Materials provided:
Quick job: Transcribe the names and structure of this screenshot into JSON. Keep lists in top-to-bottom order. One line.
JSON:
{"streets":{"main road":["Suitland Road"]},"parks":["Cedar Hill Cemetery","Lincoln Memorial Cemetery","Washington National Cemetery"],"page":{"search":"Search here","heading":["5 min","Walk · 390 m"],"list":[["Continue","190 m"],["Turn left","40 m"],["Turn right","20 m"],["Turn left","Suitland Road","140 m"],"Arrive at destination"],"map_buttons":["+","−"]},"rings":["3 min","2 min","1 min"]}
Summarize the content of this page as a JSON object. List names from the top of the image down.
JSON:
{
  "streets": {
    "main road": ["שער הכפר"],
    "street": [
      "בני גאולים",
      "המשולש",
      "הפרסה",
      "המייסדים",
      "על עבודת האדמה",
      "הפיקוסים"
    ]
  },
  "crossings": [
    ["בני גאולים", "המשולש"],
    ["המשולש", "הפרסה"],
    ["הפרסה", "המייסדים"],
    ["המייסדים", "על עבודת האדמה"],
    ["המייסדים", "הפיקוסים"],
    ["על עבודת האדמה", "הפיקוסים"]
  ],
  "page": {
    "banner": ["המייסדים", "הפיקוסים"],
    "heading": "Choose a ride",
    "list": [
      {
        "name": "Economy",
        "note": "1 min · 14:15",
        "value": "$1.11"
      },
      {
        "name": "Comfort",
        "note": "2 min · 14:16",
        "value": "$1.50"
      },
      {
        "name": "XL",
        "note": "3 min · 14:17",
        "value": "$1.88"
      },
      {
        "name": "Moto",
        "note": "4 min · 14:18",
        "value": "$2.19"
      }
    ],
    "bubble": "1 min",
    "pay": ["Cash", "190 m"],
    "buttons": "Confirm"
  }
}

Task to complete: Repeat every entry exactly. Nothing may be dropped.

Result of this task:
Quick job: Transcribe the names and structure of this screenshot into JSON. Keep lists in top-to-bottom order. One line.
JSON:
{"streets":{"main road":["Suitland Road"]},"parks":["Cedar Hill Cemetery","Lincoln Memorial Cemetery","Washington National Cemetery"],"page":{"search":"Search here","heading":["5 min","Walk · 390 m"],"list":[["Continue","190 m"],["Turn left","40 m"],["Turn right","20 m"],["Turn left","Suitland Road","140 m"],"Arrive at destination"],"map_buttons":["+","−"]},"rings":["3 min","2 min","1 min"]}
Summarize the content of this page as a JSON object. List names from the top of the image down.
JSON:
{
  "streets": {
    "main road": ["שער הכפר"],
    "street": [
      "בני גאולים",
      "המשולש",
      "הפרסה",
      "המייסדים",
      "על עבודת האדמה",
      "הפיקוסים"
    ]
  },
  "crossings": [
    ["בני גאולים", "המשולש"],
    ["המשולש", "הפרסה"],
    ["הפרסה", "המייסדים"],
    ["המייסדים", "על עבודת האדמה"],
    ["המייסדים", "הפיקוסים"],
    ["על עבודת האדמה", "הפיקוסים"]
  ],
  "page": {
    "banner": ["המייסדים", "הפיקוסים"],
    "heading": "Choose a ride",
    "list": [
      {
        "name": "Economy",
        "note": "1 min · 14:15",
        "value": "$1.11"
      },
      {
        "name": "Comfort",
        "note": "2 min · 14:16",
        "value": "$1.50"
      },
      {
        "name": "XL",
        "note": "3 min · 14:17",
        "value": "$1.88"
      },
      {
        "name": "Moto",
        "note": "4 min · 14:18",
        "value": "$2.19"
      }
    ],
    "bubble": "1 min",
    "pay": ["Cash", "190 m"],
    "buttons": "Confirm"
  }
}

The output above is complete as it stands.